As the media worldwide covered the Serbian General Mladic’s impending arrest, the Institute for International Integration Studies in Trinity College Dublin hosted a conference on the 24th of February whose theme could not have been more topical: Crimes against Humanitarian Law – International trials in perspective.[1] Both historians and lawyers were invited by convenor John Horne (Department of History, Trinity College Dublin) to discuss the historicity and didactic function of international tribunals. The coming together of different methodological approaches applied by social scientists on the one hand and lawyers on the other, as well as the confrontation of disparate priorities set in legal practice and the subsequent academic analyses proved to be highly interesting and thought-provoking on many levels.

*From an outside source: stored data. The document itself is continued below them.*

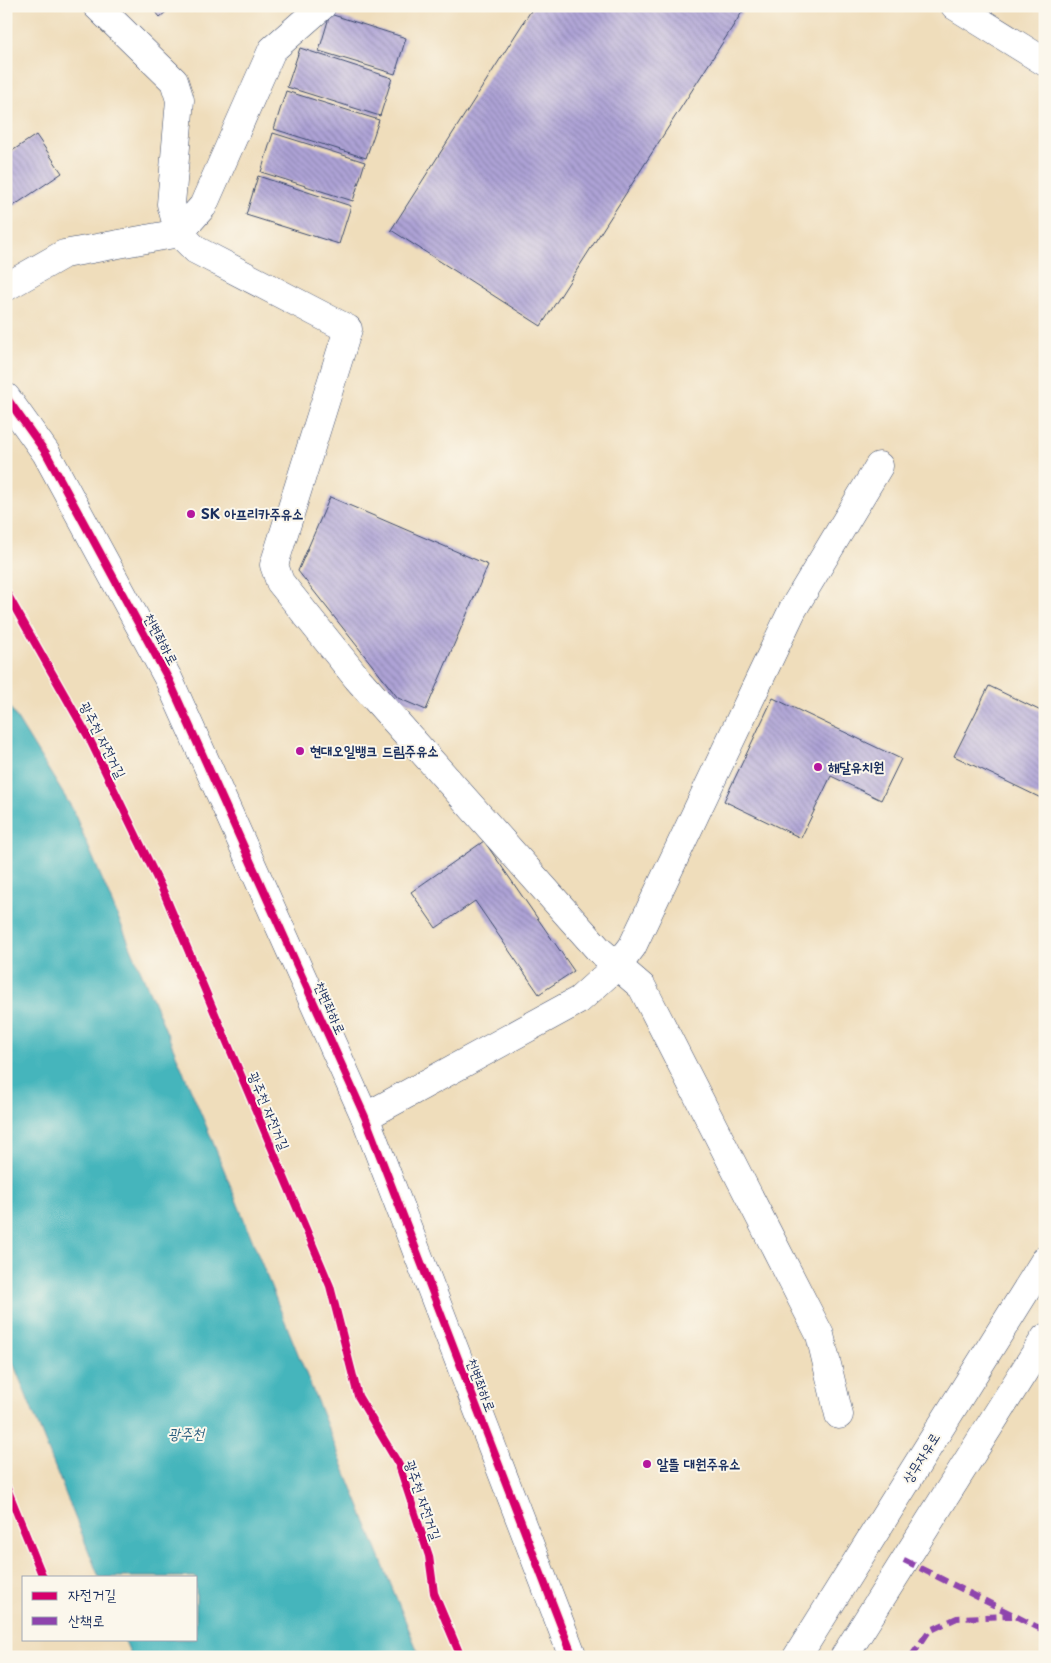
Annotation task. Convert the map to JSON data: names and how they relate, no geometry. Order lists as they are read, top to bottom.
{
  "streets": {
    "street": ["천변좌하로", "상무자유로"],
    "cycle path": ["광주천 자전거길"]
  },
  "water": ["광주천"],
  "places": [
    "SK 아프리카주유소",
    "현대오일뱅크 드림주유소",
    "해달유치원",
    "알뜰 대원주유소"
  ],
  "legend": ["자전거길", "산책로"]
}
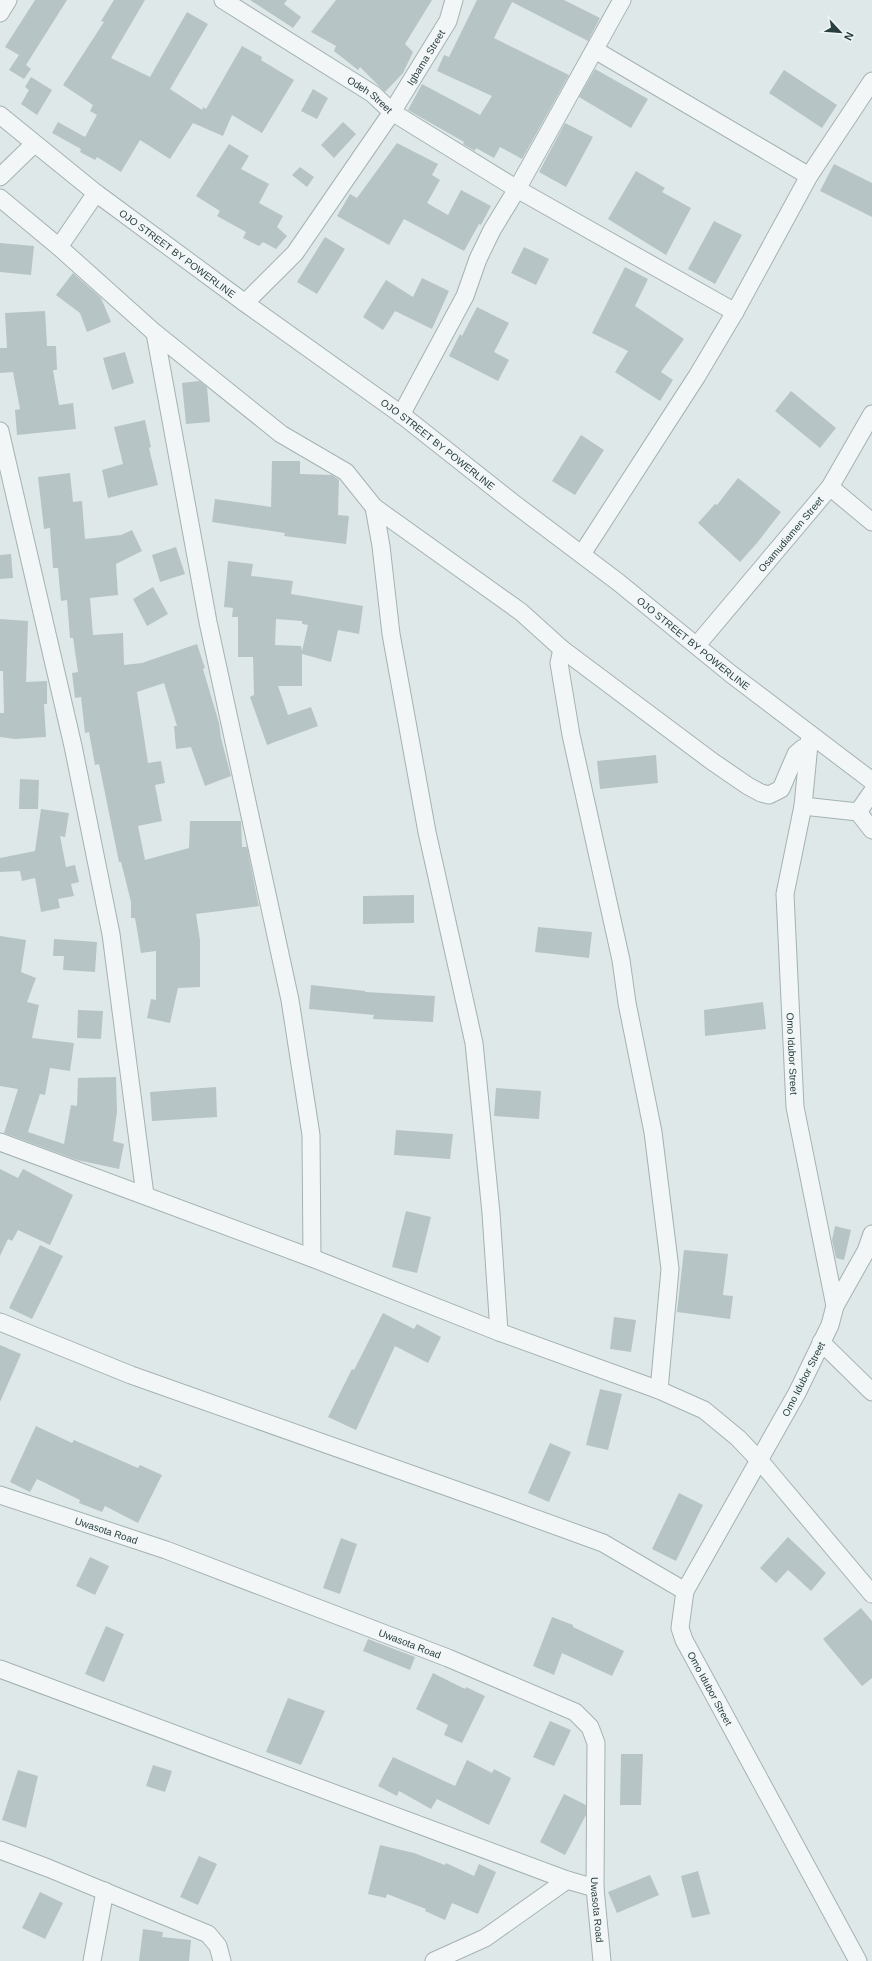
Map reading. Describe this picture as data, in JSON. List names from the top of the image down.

A key issue that recurred throughout the conference was how far truth, guilt, and notions of responsibility can be reconciled with the nature of judicial proceedings. A goal that was – if for different reasons – as difficult to achieve during the first wave of modern war crime trials in Constantinople (1919-20) and Leipzig (1921) as demonstrated by Alan Kramer (Department of History, Trinity College Dublin), as it was during the more recent wave of the ICTY (International Criminal Tribunal for the former Yugoslavia) proceedings. Other speakers dealt with the Nuremberg and Tokyo trials and the ICTR (International Criminal Tribunal for Rwanda) and raised the question of how these trials should be evaluated from legal and historical perspectives. Should the only objective of war tribunals be to render justice and punish crimes and atrocities? Or should priority be given to promoting the ‘healing effect’ ascribed to the trials that restore values in post-conflict societies? How successful have previous tribunals and military courts been in accomplishing the one or the other? What effect can trials realistically achieve? And what is the future direction not only of the legal practice of international law but also of the related academic research?

Establishing Truth

Despite the early start of discussing procedures to establish legal concepts for the prosecution of war crimes in 1915, when the Allies issued a note charging the Ottoman Empire with ‘Crimes committed against Humanity and Civilisation’, the actual enforcement of judicial proceedings in Constantinople proved to be a failure. Similarly, the legal prosecution of atrocities committed during the German war of attrition from 1914-1918 at trials held in Leipzig, descended into farce. In both cases lower rank army officials were chosen to stand trial, and verdicts remained modest. In defiance of eyewitness-accounts and written documentation, the successive political leaders in Turkey were able to present the deportation and killing of the Armenian minority as security measures for their own protection. In a similar fashion, the Leipzig court maintained the fiction that the German army faced severe partisan warfare in Belgium during their advance in 1914, and its actions against civilians were a ‘military necessity’. Yet, despite the international expressions of outrage and the severity of the crimes committed, Allied economic interest in Turkish resources and political concern regarding German instability restrained the implementation of both truth and trials. Both cases represent the rejection of war crimes and atrocities, and in both cases this denial reverberated with long-term effects by allowing the misrepresentation of the actual events.[2]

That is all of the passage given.